(Saved entries)
====

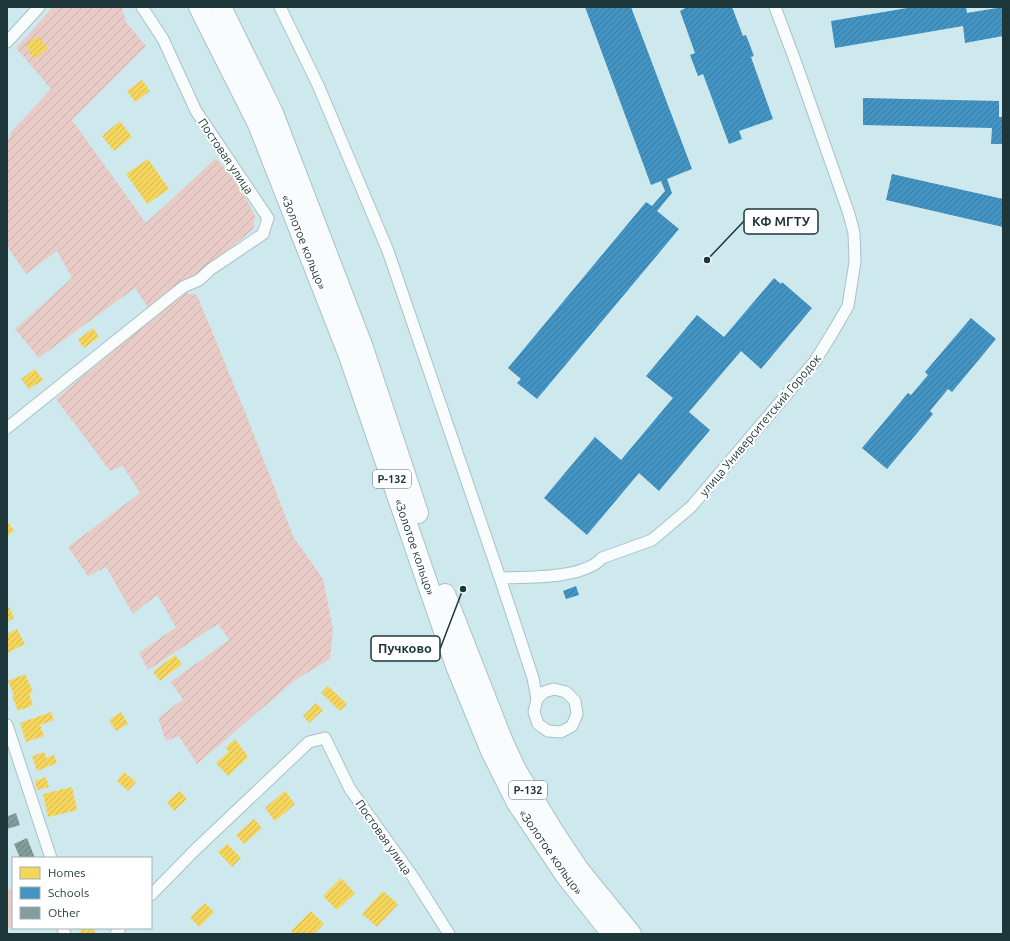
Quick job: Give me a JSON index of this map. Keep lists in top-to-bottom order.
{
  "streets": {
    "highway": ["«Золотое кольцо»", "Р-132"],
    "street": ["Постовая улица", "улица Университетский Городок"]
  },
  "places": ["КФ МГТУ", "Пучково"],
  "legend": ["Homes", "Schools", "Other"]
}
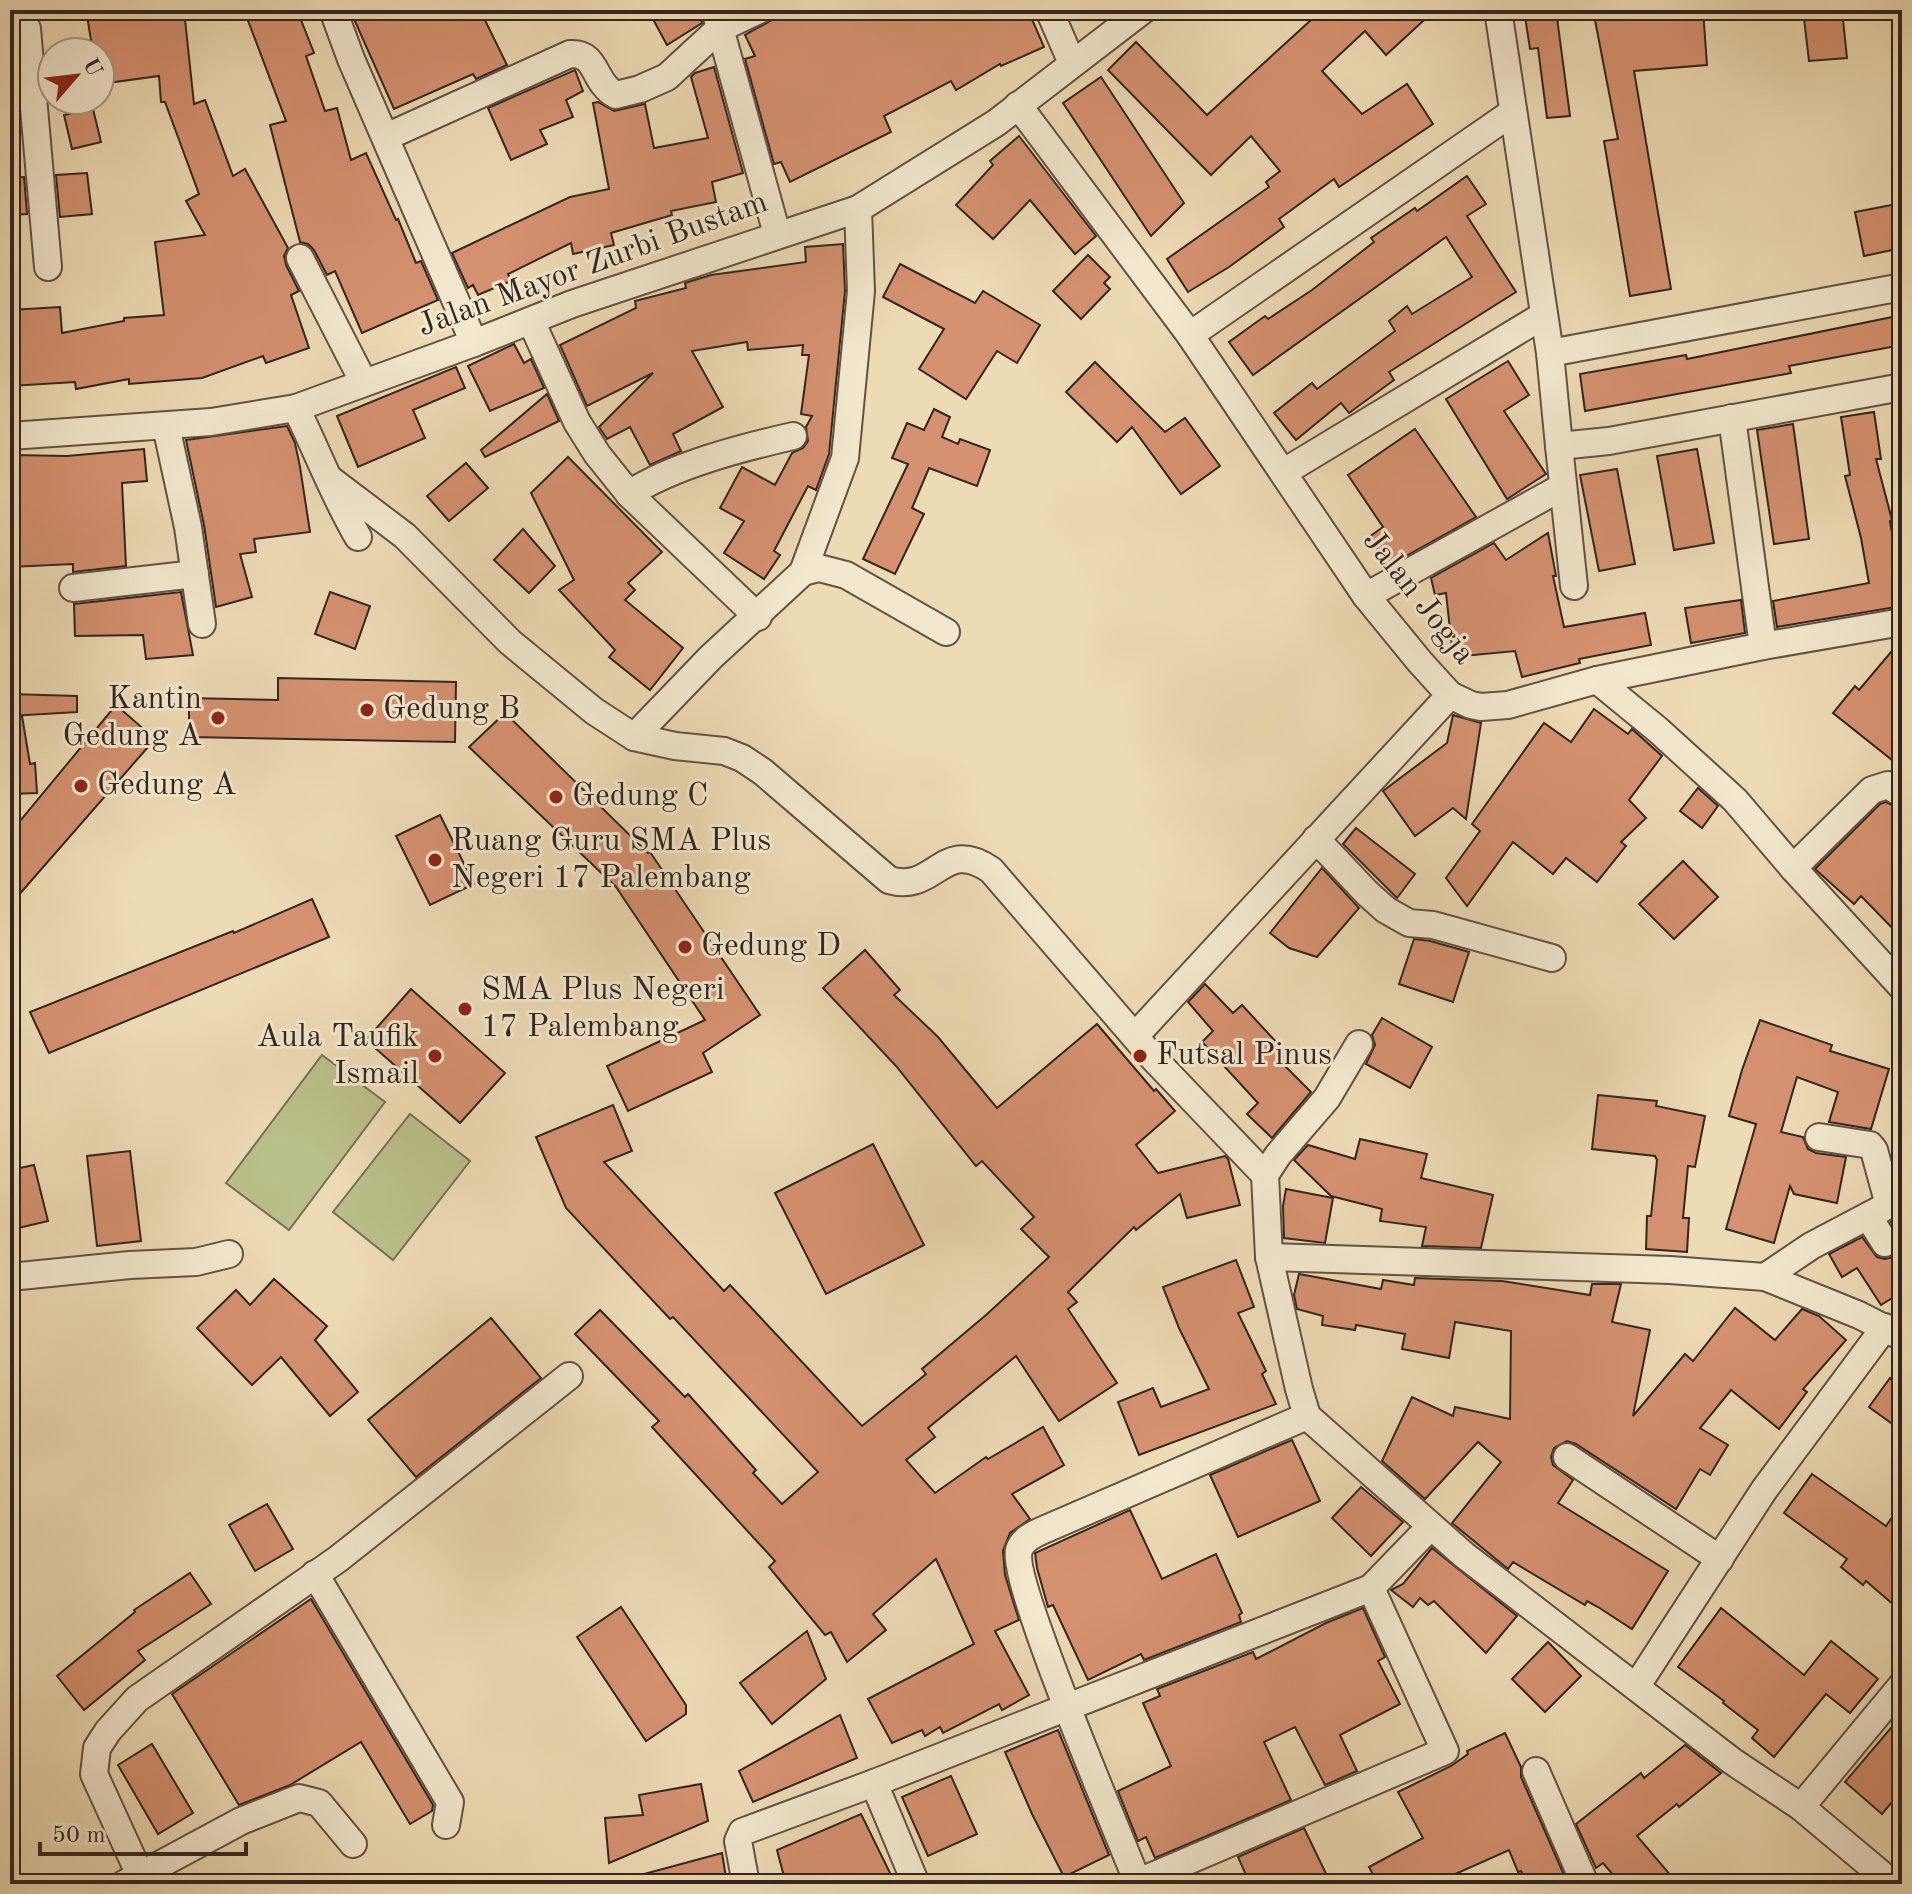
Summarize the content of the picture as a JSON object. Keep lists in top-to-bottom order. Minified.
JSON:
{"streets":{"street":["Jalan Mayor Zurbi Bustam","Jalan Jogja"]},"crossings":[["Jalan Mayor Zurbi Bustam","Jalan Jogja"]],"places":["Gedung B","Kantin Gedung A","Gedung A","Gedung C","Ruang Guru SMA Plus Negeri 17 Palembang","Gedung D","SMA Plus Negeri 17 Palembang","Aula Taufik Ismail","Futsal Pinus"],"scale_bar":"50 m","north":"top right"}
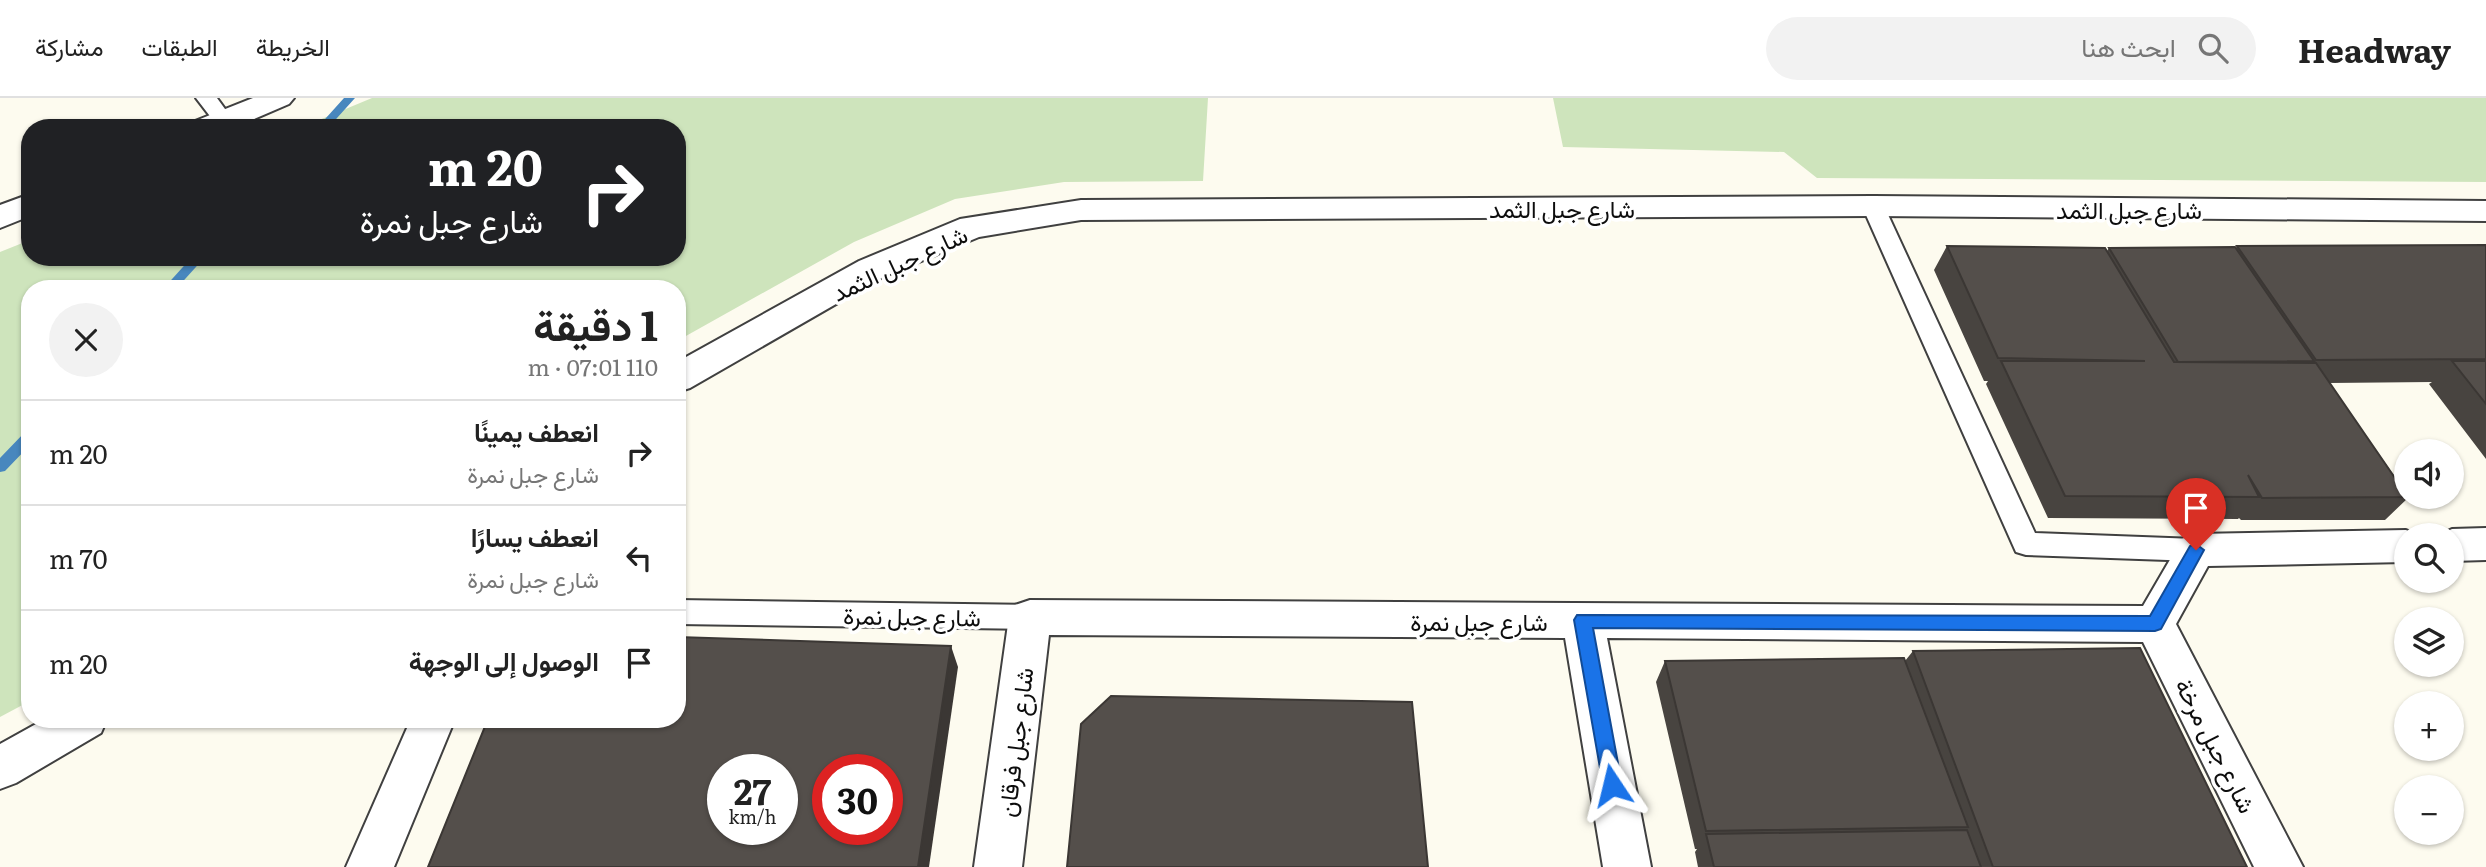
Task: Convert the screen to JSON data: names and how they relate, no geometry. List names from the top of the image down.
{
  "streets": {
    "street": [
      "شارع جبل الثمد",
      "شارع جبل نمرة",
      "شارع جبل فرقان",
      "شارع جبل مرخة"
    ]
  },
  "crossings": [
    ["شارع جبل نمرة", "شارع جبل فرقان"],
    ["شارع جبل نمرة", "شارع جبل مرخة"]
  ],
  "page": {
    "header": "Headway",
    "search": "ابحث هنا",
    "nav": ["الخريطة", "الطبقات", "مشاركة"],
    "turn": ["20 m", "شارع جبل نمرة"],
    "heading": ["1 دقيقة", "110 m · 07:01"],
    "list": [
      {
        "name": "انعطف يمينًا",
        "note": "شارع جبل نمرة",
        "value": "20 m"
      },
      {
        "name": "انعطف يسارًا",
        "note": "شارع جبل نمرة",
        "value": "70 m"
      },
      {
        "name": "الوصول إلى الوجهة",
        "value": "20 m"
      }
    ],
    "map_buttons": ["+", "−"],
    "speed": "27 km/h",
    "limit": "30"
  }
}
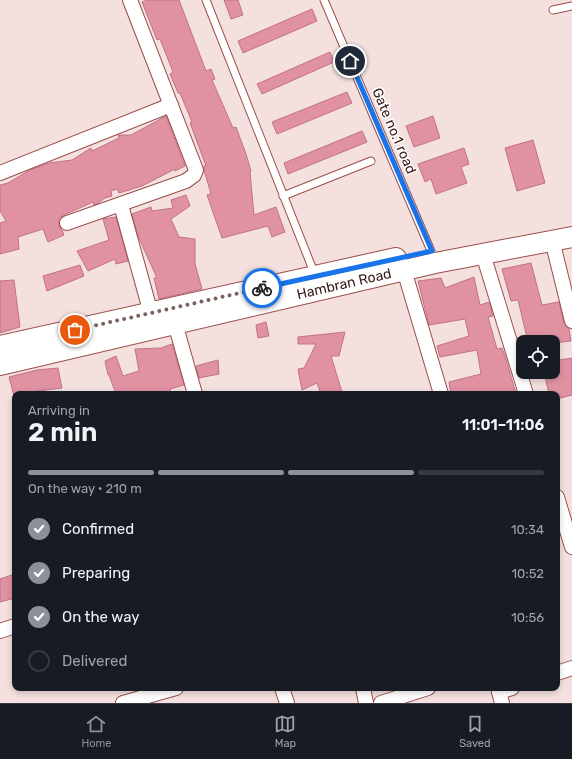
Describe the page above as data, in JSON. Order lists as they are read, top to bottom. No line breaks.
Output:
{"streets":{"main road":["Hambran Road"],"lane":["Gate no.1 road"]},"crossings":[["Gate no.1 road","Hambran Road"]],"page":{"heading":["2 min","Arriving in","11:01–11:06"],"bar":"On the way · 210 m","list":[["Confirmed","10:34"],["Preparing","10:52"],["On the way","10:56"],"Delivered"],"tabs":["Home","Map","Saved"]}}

====

Leave out the pictures and copy every record above exactly.

Quick job: Give me a JSON index of this map. Keep lists in top-to-bottom order.
{
  "streets": {
    "highway": ["«Золотое кольцо»", "Р-132"],
    "street": ["Постовая улица", "улица Университетский Городок"]
  },
  "places": ["КФ МГТУ", "Пучково"],
  "legend": ["Homes", "Schools", "Other"]
}
Summarize the content of the picture as a JSON object. Keep lists in top-to-bottom order. Minified.
JSON:
{"streets":{"street":["Jalan Mayor Zurbi Bustam","Jalan Jogja"]},"crossings":[["Jalan Mayor Zurbi Bustam","Jalan Jogja"]],"places":["Gedung B","Kantin Gedung A","Gedung A","Gedung C","Ruang Guru SMA Plus Negeri 17 Palembang","Gedung D","SMA Plus Negeri 17 Palembang","Aula Taufik Ismail","Futsal Pinus"],"scale_bar":"50 m","north":"top right"}
Task: Convert the screen to JSON data: names and how they relate, no geometry. List names from the top of the image down.
{
  "streets": {
    "street": [
      "شارع جبل الثمد",
      "شارع جبل نمرة",
      "شارع جبل فرقان",
      "شارع جبل مرخة"
    ]
  },
  "crossings": [
    ["شارع جبل نمرة", "شارع جبل فرقان"],
    ["شارع جبل نمرة", "شارع جبل مرخة"]
  ],
  "page": {
    "header": "Headway",
    "search": "ابحث هنا",
    "nav": ["الخريطة", "الطبقات", "مشاركة"],
    "turn": ["20 m", "شارع جبل نمرة"],
    "heading": ["1 دقيقة", "110 m · 07:01"],
    "list": [
      {
        "name": "انعطف يمينًا",
        "note": "شارع جبل نمرة",
        "value": "20 m"
      },
      {
        "name": "انعطف يسارًا",
        "note": "شارع جبل نمرة",
        "value": "70 m"
      },
      {
        "name": "الوصول إلى الوجهة",
        "value": "20 m"
      }
    ],
    "map_buttons": ["+", "−"],
    "speed": "27 km/h",
    "limit": "30"
  }
}
Describe the page above as data, in JSON. Order lists as they are read, top to bottom. No line breaks.
Output:
{"streets":{"main road":["Hambran Road"],"lane":["Gate no.1 road"]},"crossings":[["Gate no.1 road","Hambran Road"]],"page":{"heading":["2 min","Arriving in","11:01–11:06"],"bar":"On the way · 210 m","list":[["Confirmed","10:34"],["Preparing","10:52"],["On the way","10:56"],"Delivered"],"tabs":["Home","Map","Saved"]}}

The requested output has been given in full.